Instructions for the task
Print this span of the material below exactly: the line with "M956,259L958,272L922,278L920,265Z", the line with "M124,437L176,439L175,471L123,469Z", and every line between them, but nothing else.

Supplied records
'''
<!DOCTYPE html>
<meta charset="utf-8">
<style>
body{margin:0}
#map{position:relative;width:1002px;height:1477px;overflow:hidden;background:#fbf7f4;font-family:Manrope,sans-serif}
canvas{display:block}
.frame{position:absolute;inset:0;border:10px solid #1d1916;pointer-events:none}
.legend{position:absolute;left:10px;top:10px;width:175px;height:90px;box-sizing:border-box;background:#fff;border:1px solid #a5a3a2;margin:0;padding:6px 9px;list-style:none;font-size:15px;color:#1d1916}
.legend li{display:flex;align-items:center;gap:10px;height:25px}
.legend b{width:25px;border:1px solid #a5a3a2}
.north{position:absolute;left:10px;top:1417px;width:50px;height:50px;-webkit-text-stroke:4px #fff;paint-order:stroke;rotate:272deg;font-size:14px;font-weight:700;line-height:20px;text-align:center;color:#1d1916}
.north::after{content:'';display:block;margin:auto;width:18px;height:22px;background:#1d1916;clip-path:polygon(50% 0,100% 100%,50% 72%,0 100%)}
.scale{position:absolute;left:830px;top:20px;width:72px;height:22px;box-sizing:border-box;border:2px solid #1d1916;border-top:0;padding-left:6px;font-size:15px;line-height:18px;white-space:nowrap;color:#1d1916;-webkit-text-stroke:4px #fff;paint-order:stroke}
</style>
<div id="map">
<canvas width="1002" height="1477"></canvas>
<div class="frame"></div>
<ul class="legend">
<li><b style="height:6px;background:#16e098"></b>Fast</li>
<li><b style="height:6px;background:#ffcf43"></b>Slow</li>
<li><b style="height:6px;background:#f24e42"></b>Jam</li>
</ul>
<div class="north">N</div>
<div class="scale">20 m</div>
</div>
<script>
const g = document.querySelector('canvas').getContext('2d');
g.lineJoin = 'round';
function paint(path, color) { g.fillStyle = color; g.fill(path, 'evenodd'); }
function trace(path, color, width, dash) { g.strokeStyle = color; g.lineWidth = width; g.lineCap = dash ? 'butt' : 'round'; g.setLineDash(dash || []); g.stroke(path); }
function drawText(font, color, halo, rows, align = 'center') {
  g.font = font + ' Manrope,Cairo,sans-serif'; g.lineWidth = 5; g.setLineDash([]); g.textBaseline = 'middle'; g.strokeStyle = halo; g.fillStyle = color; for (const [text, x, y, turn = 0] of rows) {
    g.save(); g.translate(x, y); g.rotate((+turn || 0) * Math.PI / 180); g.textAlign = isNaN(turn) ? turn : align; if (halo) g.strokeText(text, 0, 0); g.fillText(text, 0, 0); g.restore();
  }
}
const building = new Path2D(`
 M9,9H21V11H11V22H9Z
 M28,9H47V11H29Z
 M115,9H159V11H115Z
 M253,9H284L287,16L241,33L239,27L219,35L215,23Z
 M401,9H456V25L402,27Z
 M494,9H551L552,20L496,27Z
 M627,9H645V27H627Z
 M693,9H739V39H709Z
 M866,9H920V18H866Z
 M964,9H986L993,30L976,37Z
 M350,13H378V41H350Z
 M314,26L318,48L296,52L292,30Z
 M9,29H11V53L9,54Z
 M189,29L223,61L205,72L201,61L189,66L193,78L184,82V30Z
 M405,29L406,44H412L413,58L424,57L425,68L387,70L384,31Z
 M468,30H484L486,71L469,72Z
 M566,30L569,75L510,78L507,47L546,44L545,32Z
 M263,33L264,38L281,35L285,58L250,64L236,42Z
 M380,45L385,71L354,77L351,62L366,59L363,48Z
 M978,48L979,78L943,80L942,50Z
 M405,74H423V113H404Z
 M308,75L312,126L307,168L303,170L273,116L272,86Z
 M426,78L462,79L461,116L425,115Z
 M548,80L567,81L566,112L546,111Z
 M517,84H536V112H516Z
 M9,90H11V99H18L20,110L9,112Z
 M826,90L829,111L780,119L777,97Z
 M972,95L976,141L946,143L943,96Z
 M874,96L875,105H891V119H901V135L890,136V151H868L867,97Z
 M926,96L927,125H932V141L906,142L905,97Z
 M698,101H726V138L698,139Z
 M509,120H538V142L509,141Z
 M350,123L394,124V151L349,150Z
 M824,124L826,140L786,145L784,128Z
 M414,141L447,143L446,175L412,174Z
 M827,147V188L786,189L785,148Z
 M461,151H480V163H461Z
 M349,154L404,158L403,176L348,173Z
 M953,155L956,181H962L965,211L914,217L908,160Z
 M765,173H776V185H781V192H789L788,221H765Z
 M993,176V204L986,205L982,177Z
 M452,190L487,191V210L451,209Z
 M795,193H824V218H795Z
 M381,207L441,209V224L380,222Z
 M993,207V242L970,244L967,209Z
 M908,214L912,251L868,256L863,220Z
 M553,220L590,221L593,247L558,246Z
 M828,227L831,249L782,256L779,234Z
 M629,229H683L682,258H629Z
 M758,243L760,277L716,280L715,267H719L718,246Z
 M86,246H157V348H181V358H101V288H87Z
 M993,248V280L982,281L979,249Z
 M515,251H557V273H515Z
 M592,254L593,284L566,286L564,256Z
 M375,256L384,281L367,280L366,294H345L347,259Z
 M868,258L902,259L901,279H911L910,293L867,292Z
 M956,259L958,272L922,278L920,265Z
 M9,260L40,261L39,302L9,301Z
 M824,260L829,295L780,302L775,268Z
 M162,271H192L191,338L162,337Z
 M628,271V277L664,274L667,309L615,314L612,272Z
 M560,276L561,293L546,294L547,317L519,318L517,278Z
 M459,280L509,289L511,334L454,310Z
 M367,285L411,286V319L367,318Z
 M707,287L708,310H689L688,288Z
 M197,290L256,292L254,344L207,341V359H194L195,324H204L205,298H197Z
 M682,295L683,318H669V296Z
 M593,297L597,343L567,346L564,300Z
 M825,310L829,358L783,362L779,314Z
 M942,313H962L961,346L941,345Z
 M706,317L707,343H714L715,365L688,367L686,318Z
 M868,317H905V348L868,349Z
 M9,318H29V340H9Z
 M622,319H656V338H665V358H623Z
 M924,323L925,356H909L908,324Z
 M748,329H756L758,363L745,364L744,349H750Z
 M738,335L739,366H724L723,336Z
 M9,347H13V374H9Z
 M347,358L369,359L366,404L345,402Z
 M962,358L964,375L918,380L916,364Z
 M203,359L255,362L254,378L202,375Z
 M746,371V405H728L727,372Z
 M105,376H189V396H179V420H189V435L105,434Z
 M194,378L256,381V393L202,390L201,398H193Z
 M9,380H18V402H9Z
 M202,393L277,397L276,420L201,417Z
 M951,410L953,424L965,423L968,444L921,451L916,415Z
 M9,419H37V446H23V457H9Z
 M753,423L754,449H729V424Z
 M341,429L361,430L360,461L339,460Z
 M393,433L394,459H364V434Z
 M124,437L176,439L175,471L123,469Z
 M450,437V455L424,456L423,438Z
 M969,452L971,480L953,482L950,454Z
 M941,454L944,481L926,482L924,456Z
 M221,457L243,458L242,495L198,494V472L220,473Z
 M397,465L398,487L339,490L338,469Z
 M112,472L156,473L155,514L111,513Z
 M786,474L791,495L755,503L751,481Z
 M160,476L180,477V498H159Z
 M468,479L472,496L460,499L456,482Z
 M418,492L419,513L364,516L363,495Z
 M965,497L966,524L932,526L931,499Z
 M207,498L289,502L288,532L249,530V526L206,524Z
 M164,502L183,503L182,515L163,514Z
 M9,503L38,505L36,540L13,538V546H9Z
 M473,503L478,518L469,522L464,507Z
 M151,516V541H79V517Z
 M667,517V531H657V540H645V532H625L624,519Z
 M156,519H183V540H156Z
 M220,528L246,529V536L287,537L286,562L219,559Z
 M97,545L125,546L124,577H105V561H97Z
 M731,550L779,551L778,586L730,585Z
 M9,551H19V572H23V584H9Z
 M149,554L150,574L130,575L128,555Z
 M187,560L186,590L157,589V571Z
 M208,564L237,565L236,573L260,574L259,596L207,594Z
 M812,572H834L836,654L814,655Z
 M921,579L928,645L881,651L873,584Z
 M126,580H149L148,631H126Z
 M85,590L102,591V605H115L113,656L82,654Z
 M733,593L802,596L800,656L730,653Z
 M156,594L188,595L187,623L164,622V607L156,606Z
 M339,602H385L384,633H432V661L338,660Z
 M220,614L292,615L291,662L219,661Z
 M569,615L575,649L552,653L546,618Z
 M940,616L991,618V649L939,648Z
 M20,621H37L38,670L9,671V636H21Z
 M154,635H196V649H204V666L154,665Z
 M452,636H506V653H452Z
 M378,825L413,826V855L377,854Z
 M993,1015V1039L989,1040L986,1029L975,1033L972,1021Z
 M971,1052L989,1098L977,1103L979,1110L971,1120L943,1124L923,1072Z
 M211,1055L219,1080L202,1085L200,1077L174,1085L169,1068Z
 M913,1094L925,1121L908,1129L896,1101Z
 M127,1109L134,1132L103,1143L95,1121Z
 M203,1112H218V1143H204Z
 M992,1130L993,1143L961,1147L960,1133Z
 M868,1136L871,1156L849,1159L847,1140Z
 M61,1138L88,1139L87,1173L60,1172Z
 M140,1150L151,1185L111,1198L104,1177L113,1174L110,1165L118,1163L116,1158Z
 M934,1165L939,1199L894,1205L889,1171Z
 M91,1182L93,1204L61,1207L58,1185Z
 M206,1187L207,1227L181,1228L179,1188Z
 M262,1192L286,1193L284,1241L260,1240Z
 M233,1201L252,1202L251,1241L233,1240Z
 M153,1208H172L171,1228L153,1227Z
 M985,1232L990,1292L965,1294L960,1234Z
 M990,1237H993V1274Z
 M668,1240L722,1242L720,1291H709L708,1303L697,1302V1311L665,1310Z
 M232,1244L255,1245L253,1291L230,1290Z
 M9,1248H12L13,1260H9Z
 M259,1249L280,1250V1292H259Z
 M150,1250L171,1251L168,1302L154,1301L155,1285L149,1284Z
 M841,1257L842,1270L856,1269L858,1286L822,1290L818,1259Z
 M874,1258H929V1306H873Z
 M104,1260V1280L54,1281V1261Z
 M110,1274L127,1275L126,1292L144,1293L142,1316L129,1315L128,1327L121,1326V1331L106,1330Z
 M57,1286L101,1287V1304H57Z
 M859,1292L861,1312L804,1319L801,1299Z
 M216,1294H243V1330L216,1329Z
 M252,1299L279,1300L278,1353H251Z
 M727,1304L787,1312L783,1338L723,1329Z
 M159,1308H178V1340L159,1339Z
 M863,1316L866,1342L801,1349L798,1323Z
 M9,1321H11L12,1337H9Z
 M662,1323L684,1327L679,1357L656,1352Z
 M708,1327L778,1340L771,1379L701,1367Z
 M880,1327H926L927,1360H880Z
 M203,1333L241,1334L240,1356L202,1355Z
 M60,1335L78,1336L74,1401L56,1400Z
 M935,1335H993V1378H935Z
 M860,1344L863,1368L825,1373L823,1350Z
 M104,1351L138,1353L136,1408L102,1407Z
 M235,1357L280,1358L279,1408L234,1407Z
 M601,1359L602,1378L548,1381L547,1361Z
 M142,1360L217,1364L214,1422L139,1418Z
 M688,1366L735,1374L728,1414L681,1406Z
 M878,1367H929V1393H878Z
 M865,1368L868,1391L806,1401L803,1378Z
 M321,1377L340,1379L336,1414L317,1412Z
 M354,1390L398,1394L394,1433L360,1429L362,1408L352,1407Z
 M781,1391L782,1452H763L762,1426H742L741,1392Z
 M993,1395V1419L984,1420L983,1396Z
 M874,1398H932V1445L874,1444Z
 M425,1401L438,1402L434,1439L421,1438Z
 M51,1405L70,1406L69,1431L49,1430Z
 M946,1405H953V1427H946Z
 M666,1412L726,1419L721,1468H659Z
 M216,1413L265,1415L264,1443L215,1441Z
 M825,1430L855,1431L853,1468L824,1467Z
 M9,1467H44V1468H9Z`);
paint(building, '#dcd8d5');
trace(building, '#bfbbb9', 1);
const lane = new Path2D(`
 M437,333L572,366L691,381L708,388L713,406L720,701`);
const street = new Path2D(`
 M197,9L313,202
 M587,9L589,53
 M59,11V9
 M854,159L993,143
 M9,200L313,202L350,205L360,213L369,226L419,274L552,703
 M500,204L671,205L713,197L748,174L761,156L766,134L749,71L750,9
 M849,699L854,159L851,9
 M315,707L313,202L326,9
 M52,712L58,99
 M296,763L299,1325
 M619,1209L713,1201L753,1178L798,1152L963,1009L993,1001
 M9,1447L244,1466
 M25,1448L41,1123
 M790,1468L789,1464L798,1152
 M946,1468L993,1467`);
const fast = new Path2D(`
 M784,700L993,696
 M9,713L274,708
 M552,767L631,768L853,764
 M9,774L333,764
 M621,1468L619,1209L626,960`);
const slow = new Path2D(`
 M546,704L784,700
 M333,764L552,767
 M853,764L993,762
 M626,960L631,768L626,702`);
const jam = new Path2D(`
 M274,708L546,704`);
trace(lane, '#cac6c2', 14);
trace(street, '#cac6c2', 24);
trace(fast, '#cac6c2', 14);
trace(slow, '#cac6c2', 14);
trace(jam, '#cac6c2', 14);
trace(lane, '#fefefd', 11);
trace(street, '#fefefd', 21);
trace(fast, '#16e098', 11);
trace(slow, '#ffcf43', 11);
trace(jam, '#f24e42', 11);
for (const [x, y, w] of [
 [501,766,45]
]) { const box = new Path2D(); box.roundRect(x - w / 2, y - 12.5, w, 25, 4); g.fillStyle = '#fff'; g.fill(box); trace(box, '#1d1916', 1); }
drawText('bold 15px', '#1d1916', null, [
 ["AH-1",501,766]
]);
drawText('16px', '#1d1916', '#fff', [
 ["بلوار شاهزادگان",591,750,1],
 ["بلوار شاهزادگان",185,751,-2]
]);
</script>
'''
Task result
 M956,259L958,272L922,278L920,265Z
 M9,260L40,261L39,302L9,301Z
 M824,260L829,295L780,302L775,268Z
 M162,271H192L191,338L162,337Z
 M628,271V277L664,274L667,309L615,314L612,272Z
 M560,276L561,293L546,294L547,317L519,318L517,278Z
 M459,280L509,289L511,334L454,310Z
 M367,285L411,286V319L367,318Z
 M707,287L708,310H689L688,288Z
 M197,290L256,292L254,344L207,341V359H194L195,324H204L205,298H197Z
 M682,295L683,318H669V296Z
 M593,297L597,343L567,346L564,300Z
 M825,310L829,358L783,362L779,314Z
 M942,313H962L961,346L941,345Z
 M706,317L707,343H714L715,365L688,367L686,318Z
 M868,317H905V348L868,349Z
 M9,318H29V340H9Z
 M622,319H656V338H665V358H623Z
 M924,323L925,356H909L908,324Z
 M748,329H756L758,363L745,364L744,349H750Z
 M738,335L739,366H724L723,336Z
 M9,347H13V374H9Z
 M347,358L369,359L366,404L345,402Z
 M962,358L964,375L918,380L916,364Z
 M203,359L255,362L254,378L202,375Z
 M746,371V405H728L727,372Z
 M105,376H189V396H179V420H189V435L105,434Z
 M194,378L256,381V393L202,390L201,398H193Z
 M9,380H18V402H9Z
 M202,393L277,397L276,420L201,417Z
 M951,410L953,424L965,423L968,444L921,451L916,415Z
 M9,419H37V446H23V457H9Z
 M753,423L754,449H729V424Z
 M341,429L361,430L360,461L339,460Z
 M393,433L394,459H364V434Z
 M124,437L176,439L175,471L123,469Z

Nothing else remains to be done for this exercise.